▶ **Goal of the exercise**:
Print every record below exactly as written.

[Collected data]
:::

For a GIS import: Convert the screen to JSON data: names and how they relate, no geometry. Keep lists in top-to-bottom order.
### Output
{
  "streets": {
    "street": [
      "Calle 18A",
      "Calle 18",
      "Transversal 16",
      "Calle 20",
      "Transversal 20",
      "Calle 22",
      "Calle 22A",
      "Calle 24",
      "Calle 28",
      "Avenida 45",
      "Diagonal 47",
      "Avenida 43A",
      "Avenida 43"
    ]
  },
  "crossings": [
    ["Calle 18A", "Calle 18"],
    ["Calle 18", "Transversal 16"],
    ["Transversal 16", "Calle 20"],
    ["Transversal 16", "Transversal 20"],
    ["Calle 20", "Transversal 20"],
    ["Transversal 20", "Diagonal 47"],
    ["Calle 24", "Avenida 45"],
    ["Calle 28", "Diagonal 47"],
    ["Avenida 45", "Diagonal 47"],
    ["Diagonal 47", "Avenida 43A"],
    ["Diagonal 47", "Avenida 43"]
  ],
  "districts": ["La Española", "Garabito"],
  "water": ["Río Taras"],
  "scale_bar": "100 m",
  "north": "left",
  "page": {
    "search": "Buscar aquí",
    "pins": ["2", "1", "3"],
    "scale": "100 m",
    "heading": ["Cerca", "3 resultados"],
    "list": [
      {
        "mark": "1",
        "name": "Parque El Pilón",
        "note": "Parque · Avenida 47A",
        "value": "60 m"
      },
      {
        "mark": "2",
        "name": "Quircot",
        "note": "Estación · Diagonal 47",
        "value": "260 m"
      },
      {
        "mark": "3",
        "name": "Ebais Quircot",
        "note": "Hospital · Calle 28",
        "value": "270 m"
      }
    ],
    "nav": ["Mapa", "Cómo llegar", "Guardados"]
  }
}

:::

▶ **Response to this exercise**:
For a GIS import: Convert the screen to JSON data: names and how they relate, no geometry. Keep lists in top-to-bottom order.
### Output
{
  "streets": {
    "street": [
      "Calle 18A",
      "Calle 18",
      "Transversal 16",
      "Calle 20",
      "Transversal 20",
      "Calle 22",
      "Calle 22A",
      "Calle 24",
      "Calle 28",
      "Avenida 45",
      "Diagonal 47",
      "Avenida 43A",
      "Avenida 43"
    ]
  },
  "crossings": [
    ["Calle 18A", "Calle 18"],
    ["Calle 18", "Transversal 16"],
    ["Transversal 16", "Calle 20"],
    ["Transversal 16", "Transversal 20"],
    ["Calle 20", "Transversal 20"],
    ["Transversal 20", "Diagonal 47"],
    ["Calle 24", "Avenida 45"],
    ["Calle 28", "Diagonal 47"],
    ["Avenida 45", "Diagonal 47"],
    ["Diagonal 47", "Avenida 43A"],
    ["Diagonal 47", "Avenida 43"]
  ],
  "districts": ["La Española", "Garabito"],
  "water": ["Río Taras"],
  "scale_bar": "100 m",
  "north": "left",
  "page": {
    "search": "Buscar aquí",
    "pins": ["2", "1", "3"],
    "scale": "100 m",
    "heading": ["Cerca", "3 resultados"],
    "list": [
      {
        "mark": "1",
        "name": "Parque El Pilón",
        "note": "Parque · Avenida 47A",
        "value": "60 m"
      },
      {
        "mark": "2",
        "name": "Quircot",
        "note": "Estación · Diagonal 47",
        "value": "260 m"
      },
      {
        "mark": "3",
        "name": "Ebais Quircot",
        "note": "Hospital · Calle 28",
        "value": "270 m"
      }
    ],
    "nav": ["Mapa", "Cómo llegar", "Guardados"]
  }
}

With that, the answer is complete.